Used may be a different story....


----------



## warmseth (May 11, 2006)

hey rich, what city are you in? i have a crappy fixie that you could keep for a day or two and ride around to see if you like it. i'm in la


----------



## threesportsinone (Mar 27, 2007)

I paid $250 for a NOS Sekai 4000 frame and fork (handmade Japanese lugged steel) and, to me, it is worth so much more than that (it's probably worth more at the yellow jersey too).


----------



## 93561rider (Dec 6, 2007)

richk said:


> I was thinking of buying one from BD . What is with the warning tighten the rear wheel b4 and after riding? Is it a problem design or is this a standard for fixed rides?
> 2nd question would I be better off converting my old bike a Ross see pic
> http://gallery.roadbikereview.com/showphoto.php?photo=12103&cat=500&ppuser=270894
> perhaps buying a fixed set of wheels etc etc?



I went through this very thing a month or so ago.

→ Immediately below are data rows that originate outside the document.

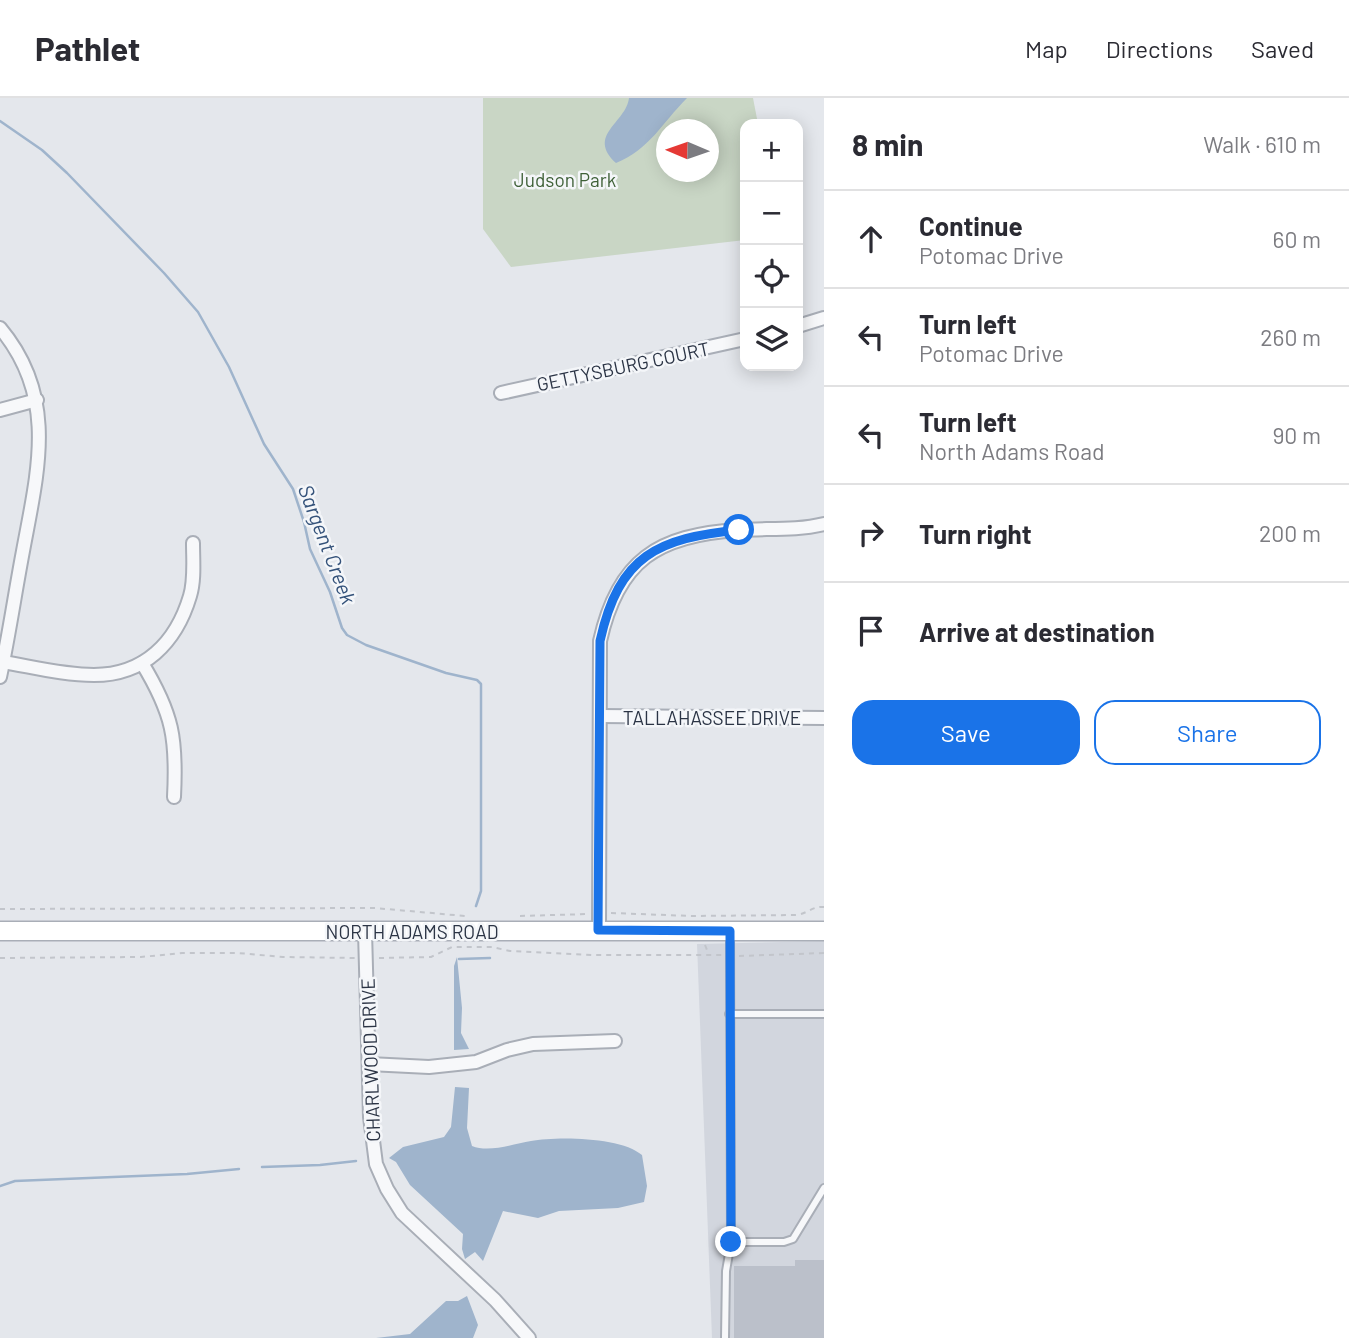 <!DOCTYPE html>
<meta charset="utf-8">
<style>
body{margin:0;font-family:Barlow,sans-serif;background:#f7f7f7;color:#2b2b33}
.controls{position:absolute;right:21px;top:21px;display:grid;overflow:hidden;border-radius:14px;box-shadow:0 4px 18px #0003}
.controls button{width:63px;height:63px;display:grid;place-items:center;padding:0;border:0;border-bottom:2px solid #e1e1e2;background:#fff;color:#2b2b33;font:35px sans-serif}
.compass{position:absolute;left:656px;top:21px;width:63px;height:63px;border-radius:50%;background:#fff;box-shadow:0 4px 18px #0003;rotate:272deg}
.stop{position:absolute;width:21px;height:21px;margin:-16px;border:5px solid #1a73e8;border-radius:50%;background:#fff}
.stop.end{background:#1a73e8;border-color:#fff;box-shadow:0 2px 7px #0008}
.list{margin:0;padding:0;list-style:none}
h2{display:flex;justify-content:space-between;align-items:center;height:91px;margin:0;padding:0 28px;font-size:30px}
h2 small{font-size:23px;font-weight:400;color:#7c7c81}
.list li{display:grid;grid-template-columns:46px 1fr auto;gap:21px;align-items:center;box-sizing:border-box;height:98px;padding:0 28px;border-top:2px solid #e1e1e2}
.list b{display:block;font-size:26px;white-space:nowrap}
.list p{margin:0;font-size:23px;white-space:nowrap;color:#7c7c81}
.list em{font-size:23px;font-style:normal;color:#7c7c81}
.actions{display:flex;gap:14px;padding:21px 28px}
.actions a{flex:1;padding:16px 0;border:2px solid #1a73e8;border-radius:21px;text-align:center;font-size:24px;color:#1a73e8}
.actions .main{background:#1a73e8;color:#fff}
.icon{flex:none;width:38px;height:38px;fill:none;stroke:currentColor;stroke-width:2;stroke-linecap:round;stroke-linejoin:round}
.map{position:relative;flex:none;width:824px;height:1240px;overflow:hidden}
header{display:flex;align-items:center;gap:42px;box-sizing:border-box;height:98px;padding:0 35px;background:#fff;border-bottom:2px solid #e1e1e2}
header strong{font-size:33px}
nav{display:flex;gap:38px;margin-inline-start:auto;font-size:24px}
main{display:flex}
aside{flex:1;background:#fff}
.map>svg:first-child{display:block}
.built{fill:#d2d6de}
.green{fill:#c9d6c5;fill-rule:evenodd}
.water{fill:#9fb4cc}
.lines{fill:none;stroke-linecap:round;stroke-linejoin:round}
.stream{stroke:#9fb4cc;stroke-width:2.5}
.building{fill:#bbc0ca}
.lane-casing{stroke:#a9aeb7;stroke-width:10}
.street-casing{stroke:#a9aeb7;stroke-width:16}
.secondary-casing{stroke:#a9aeb7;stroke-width:21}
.path{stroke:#c2c5cb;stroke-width:2;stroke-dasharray:5 5;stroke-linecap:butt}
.lane{stroke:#f7f8fa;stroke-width:6}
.street{stroke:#f7f8fa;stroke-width:12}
.secondary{stroke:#fff;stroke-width:18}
.route{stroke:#1a73e8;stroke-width:9}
.labels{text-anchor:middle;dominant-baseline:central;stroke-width:5;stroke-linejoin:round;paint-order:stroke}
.park-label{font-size:19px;fill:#3f6138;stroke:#f4f6f9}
.street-label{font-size:19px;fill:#2b3445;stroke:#f4f6f9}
.water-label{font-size:21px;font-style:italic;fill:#34527a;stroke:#f4f6f9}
</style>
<header>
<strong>Pathlet</strong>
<nav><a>Map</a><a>Directions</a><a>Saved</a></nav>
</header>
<main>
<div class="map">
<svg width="824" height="1240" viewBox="0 0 824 1240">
<rect width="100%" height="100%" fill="#e4e7ec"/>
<!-- built -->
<polygon class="built" points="824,843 824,1240 712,1240 697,846"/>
<!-- green -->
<path class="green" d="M483,0H753L758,26H745V142L511,169L483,131ZM666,32H708V74H666Z"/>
<!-- water -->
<g class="water">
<path d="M629,0H687C662,25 650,51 616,65C586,37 626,25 629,0Z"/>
<polygon points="457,859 462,910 461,935 469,951 454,952 454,868"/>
<path d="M455,989L469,990L467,1030L472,1048C489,1055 513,1046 531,1043C557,1038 622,1039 642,1057L647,1088L644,1104L618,1110L559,1113L538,1120L503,1113L483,1163L475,1154L465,1161L462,1151L463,1136L410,1087L396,1064L389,1060L403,1049L444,1039L451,1029Z"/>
<polygon points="467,1198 478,1227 473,1240 376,1240 410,1236 446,1203 458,1203"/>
</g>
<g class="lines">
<!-- stream -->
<g class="stream">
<polyline points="0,23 42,52 67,75 164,175 198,214 229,269 264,346 293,391 304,424 310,451 330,494 342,530 347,537 366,547 446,575 477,582 481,586 481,793 476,808"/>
<polyline points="459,861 490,860"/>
<polyline points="262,1069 320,1067 356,1063"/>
<polyline points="0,1088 15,1083 187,1076 239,1071"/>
</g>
</g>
<!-- building -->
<polygon class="building" points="795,1162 824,1162 824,1240 734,1240 734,1168 795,1168"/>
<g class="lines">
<!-- lane casing -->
<g class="lane-casing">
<g id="lane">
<polyline points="729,916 824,916"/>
<polyline points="731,1144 784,1144 793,1141 824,1090"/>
<polyline points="725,1240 726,1173 731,1144 730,835"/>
</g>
</g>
<!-- street casing -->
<g class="street-casing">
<g id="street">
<polyline points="798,228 824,220"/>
<path d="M0,230C58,299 38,372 23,453C15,495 9,537 0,579"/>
<polyline points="501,295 745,241"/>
<polyline points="0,312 37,302"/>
<path d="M3,564C33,569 64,577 94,577C144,577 176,545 190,498C195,482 193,462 193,445"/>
<path d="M142,565C173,616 177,641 174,699"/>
<polyline points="601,618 824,620"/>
<path d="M599,832L600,543C618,462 658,437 738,432C766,430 796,433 824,426"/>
<polyline points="365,833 370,1019 376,1066 387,1091 402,1115 495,1202 529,1240"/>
<polyline points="369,966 429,969 476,964 507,952 533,946 615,943"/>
</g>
</g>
<!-- secondary casing -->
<g class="secondary-casing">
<polyline id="secondary" points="0,833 824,833"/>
</g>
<!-- path -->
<g class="path">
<polyline points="0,811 375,810 465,818"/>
<path d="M611,815L693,818L796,817C807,816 812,808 824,809"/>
<polyline points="520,818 588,816"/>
<polyline points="705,847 709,857"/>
<polyline points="739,858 824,855"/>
<polyline points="0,860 141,859 182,855 238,855 283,859 355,860"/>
<polyline points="379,860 431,859 452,849 492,849 510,853 593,857 723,857"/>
</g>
<!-- lane -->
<use href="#lane" class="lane"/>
<!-- street -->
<use href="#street" class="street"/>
<!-- secondary -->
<use href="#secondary" class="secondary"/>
</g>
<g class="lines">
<!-- route -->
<path class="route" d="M731,1144L730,833L598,832L600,543C619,457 658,440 739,432"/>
</g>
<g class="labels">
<!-- park labels -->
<g class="park-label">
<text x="565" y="81">Judson Park</text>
</g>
<!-- street labels -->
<g class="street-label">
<text transform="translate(623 268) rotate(-12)">GETTYSBURG COURT</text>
<text x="712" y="619">TALLAHASSEE DRIVE</text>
<text x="412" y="833">NORTH ADAMS ROAD</text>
<text transform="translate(370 962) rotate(-92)">CHARLWOOD DRIVE</text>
</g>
<!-- water labels -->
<g class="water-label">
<text transform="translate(328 446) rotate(69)">Sargent Creek</text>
</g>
</g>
</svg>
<div class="controls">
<button>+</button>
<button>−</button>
<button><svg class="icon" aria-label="locate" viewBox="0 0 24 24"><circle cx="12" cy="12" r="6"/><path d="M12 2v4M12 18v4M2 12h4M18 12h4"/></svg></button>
<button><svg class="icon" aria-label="layers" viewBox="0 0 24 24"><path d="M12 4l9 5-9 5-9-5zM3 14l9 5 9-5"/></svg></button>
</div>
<svg class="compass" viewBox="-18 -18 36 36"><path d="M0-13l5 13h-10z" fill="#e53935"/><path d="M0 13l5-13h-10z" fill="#7c7c81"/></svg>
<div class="stop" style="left:739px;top:432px"></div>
<div class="stop end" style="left:731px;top:1144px"></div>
</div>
<aside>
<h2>8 min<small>Walk · 610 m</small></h2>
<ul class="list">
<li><svg class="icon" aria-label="ahead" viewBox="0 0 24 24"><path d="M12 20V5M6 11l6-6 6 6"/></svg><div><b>Continue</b><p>Potomac Drive</p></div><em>60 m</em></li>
<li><svg class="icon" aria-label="left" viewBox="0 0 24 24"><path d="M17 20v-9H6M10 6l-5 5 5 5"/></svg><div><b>Turn left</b><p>Potomac Drive</p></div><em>260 m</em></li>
<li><svg class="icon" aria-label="left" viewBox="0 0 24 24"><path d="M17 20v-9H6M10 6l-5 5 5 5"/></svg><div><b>Turn left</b><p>North Adams Road</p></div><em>90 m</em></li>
<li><svg class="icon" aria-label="right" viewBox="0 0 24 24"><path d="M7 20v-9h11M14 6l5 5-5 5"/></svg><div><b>Turn right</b></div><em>200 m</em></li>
<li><svg class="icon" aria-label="arrive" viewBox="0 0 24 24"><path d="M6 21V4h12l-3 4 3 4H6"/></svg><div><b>Arrive at destination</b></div></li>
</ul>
<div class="actions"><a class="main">Save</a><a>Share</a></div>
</aside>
</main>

I wanted a fixie that I could ride at lunch and to the bar for dinner while I was in HB for work. I didn't want to spend much because it would be left locked outside while at dinner.

I ended up going with the SE Lager. It cost 475 at my LBS. The wheels and some of the components are a bit nicer than the 300 bikes. I ride it about 18-20 miles during lunch a couple days a week, and then around town in the evenings. I wouldn't go with a bike of any less quality than the one I have.

Cam


----------



## RoyIII (Feb 24, 2007)

You should build up your Ross.


----------



## Touch0Gray (May 29, 2003)

listen to Roy.....he knows....


----------



## crumjack (Sep 11, 2005)

If you want to try out riding fixed, convert your Ross.

The track rental I used last year was the same frame as the Windsor with KHS paint. Worth the $4 rental fee but I figured out I didn't want to buy a Windsor. 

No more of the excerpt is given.